Jacqui Evans relocated to Spain with her family in 2004. Having lived there for most of her childhood, she has a well-rounded knowledge of Spanish life and culture. She shares her advice on making friends, sending children to schools and healthcare in Spain.
Q: Where are you originally from?
A: Born in Crawley, England.
Q: Where are you living now?
A: (La Cala) Malaga Spain
Q: When did you move to Spain?
Q: Did you move here alone or with a spouse/family?
A: With family when I was 8.
Q: Why did you move; what do you do?
A: Slightly obligated as I was a minor. I am a trainee financial advisor.
Q: What do you enjoy most about Spain? How would you rate the quality of life compared to your home country?
A: There´s so much you can do here that you couldn´t even think about doing in the UK. The quality of like here is amazing, I once thought the UK would be better (Grass is always greener and all that!) But found out the hard way Spain (Costa del Sol) Is definitely a better lifestyle.
Q: Any negatives? What do you miss most about home?
A: Summers are too long! Greggs!
Q: What are the biggest adjustments you had to make when settling into expat life in Spain? Did you experience any particular elements of culture shock?
A: The language barrier was the hardest change. Also how little respect Spanish children had to elders compared to British schools back home was quite a shock.
Q: What’s the cost of living compared to home? What is cheap or expensive in particular?
A: Living is a lot cheaper here then the UK if you know where to shop where to rent etc. Food, drinks, alcohol, cigarettes etc. are a lot cheaper than the UK. Junk food is a lot more expensive!
Q: How would you rate the public transport? What are the different options? Do you need to own a car?
A: There are a variety of ways to get around on public transport, the only thing I would suggest is if you are getting a bus, get the bus before the one you need as they are known to run late or early depending on the day, never seen one exactly on time! Definitely don´t need a car. I have a Moped but that´s out of choice, I could easier go without personal transport.
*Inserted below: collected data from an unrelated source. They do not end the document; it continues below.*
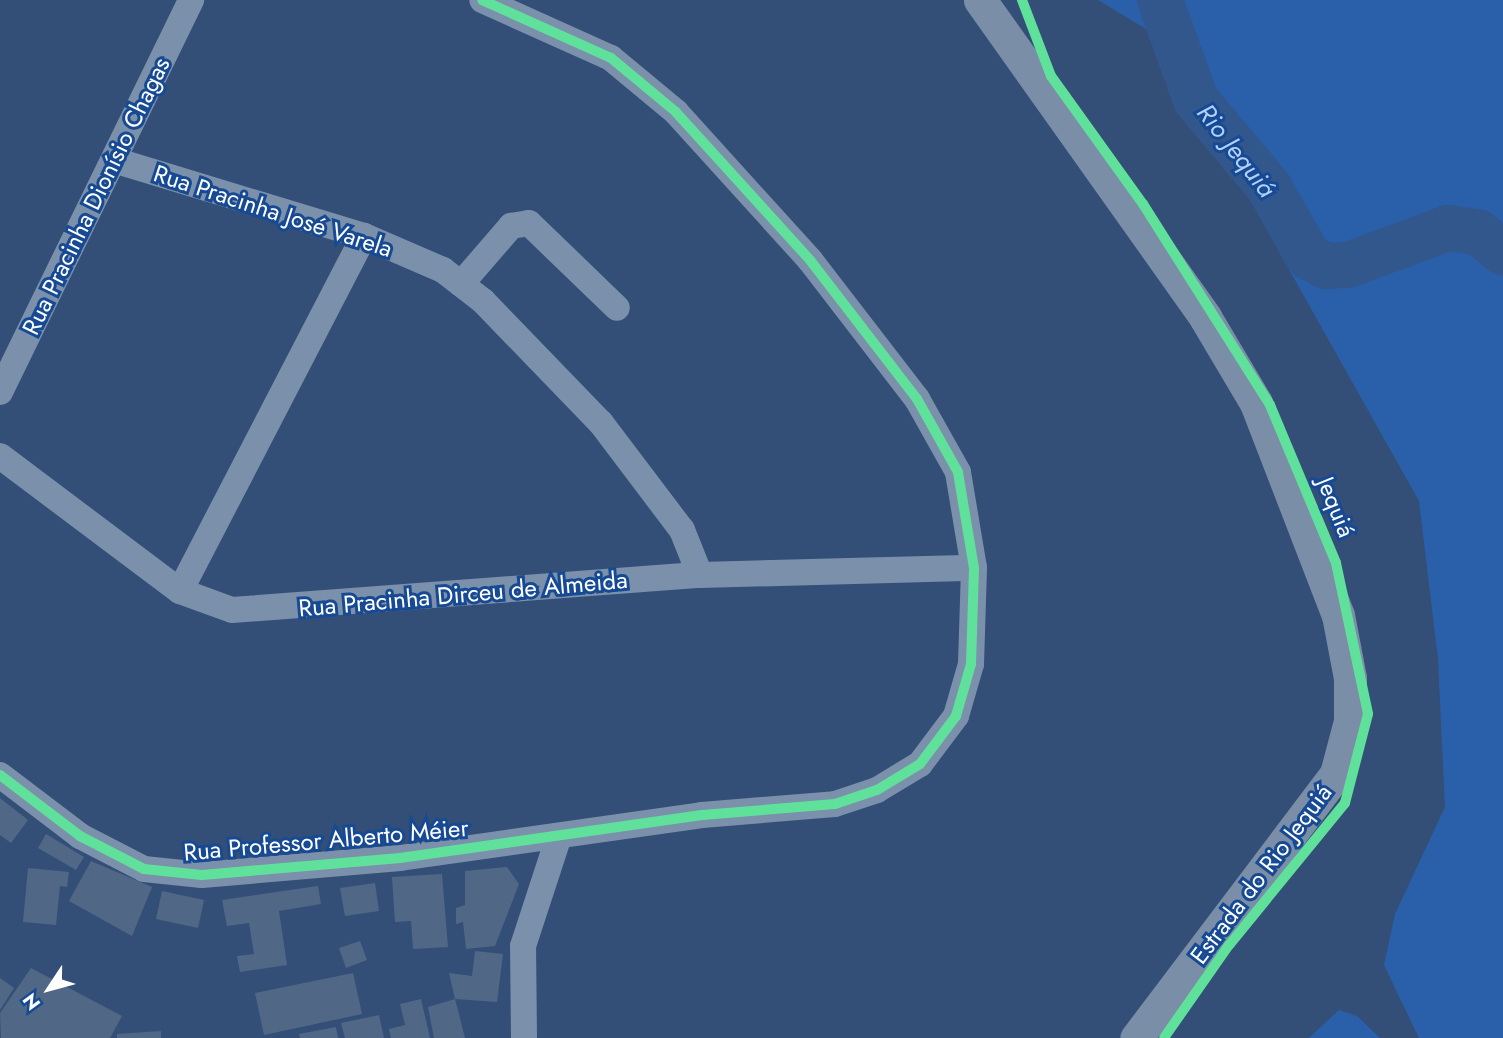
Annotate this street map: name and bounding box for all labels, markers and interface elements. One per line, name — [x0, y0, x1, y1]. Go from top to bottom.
street label: Rua Pracinha Dionísio Chagas — [16, 53, 176, 339]
water label: Rio Jequiá — [1190, 98, 1282, 204]
street label: Rua Pracinha José Varela — [150, 159, 396, 263]
street label: Jequiá — [1311, 473, 1361, 541]
street label: Rua Pracinha Dirceu de Almeida — [297, 565, 629, 623]
street label: Estrada do Rio Jequiá — [1184, 779, 1338, 969]
street label: Rua Professor Alberto Méier — [182, 813, 470, 867]
north arrow — [14, 954, 84, 1024]
text: N — [16, 988, 47, 1016]

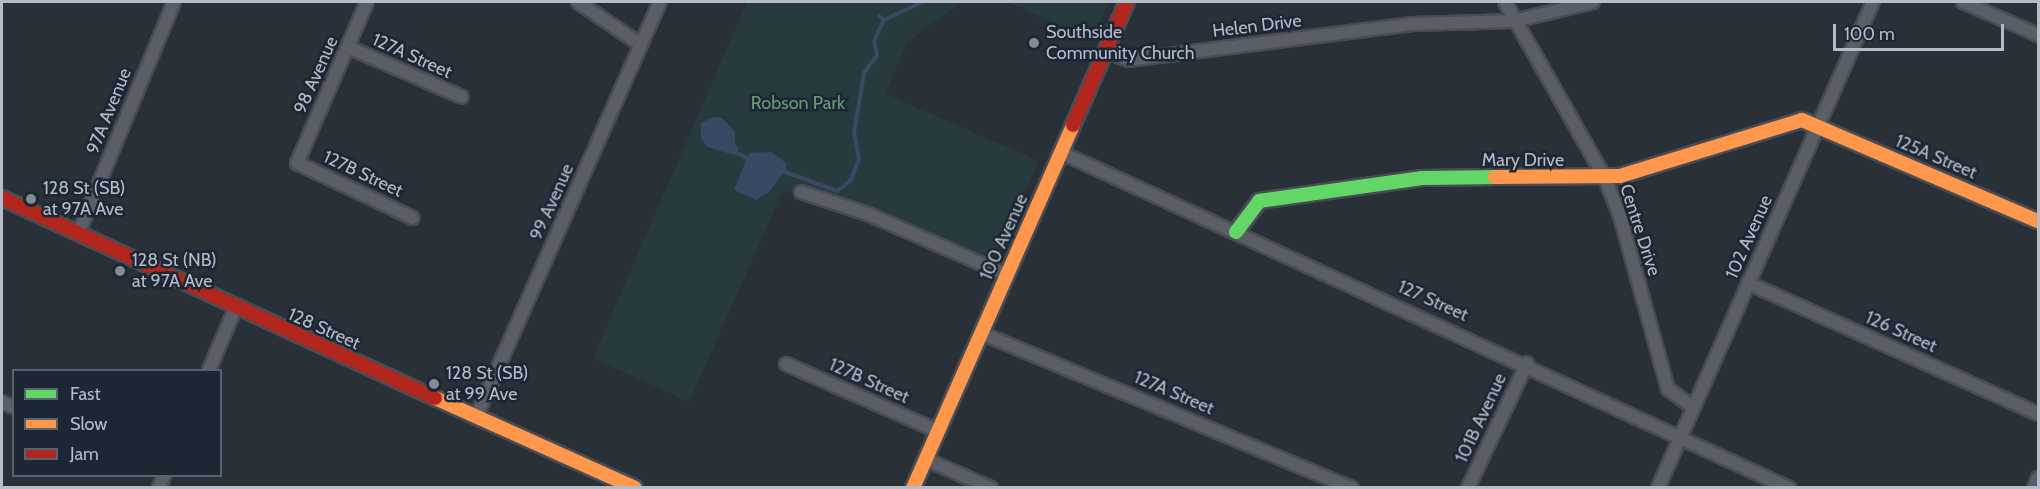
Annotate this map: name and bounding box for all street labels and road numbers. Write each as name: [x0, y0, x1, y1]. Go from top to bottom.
street label: Helen Drive: [1211, 10, 1303, 42]
street label: 127A Street: [369, 29, 455, 83]
street label: 98 Avenue: [289, 33, 343, 117]
street label: 97A Avenue: [82, 65, 136, 157]
street label: 125A Street: [1892, 130, 1980, 184]
street label: 127B Street: [320, 146, 406, 202]
street label: Mary Drive: [1482, 149, 1564, 171]
street label: 99 Avenue: [526, 160, 578, 244]
street label: Centre Drive: [1615, 181, 1665, 279]
street label: 100 Avenue: [975, 191, 1033, 283]
street label: 102 Avenue: [1721, 192, 1777, 282]
street label: 127 Street: [1395, 276, 1471, 326]
street label: 128 Street: [285, 304, 363, 354]
street label: 126 Street: [1862, 307, 1940, 357]
street label: 127B Street: [826, 354, 912, 408]
street label: 127A Street: [1131, 366, 1217, 420]
street label: 101B Avenue: [1451, 370, 1511, 466]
Q: How would you rate the healthcare in your city? Have you had any particularly good/bad experiences with regards to doctors and hospitals? Are there any hospitals you would recommend?
A: Brilliant health care, but long waits in the hospitals unless you´re on a private plan. One bad experience I had was when I had an operation on my foot and the doctor didn´t understand that I´m immune to local anaesthetic, so that hurt!
Q: What are the biggest safety issues facing expats living in Spain? Are there any areas expats should avoid?
A: Nowhere to be honest, Spanish are very good with us. Just like any city or country, street smarts always help (don´t walk down a dark alley on your own!)
Q: How do you rate the standard of housing in the city? What different options are available for expats?
A: The standard completely depends on where you are looking as there are loads of little areas on the Coast that are really modern and there also the lower standard in other areas. Just like anywhere else you would need to find what suits you best.
Q: Any areas/suburbs you’d recommend for expats to live in?
A: La Cala, Torreblanca, Cala Honda are all amazing areas!
Meeting people and making friends
Q: How tolerant are the locals of foreigners? Is there any obvious discrimination against particular religions or women etc.?
A: They are very good to us as they know we bring a lot of life to the coast. But of course you´ll have the odd difficult people.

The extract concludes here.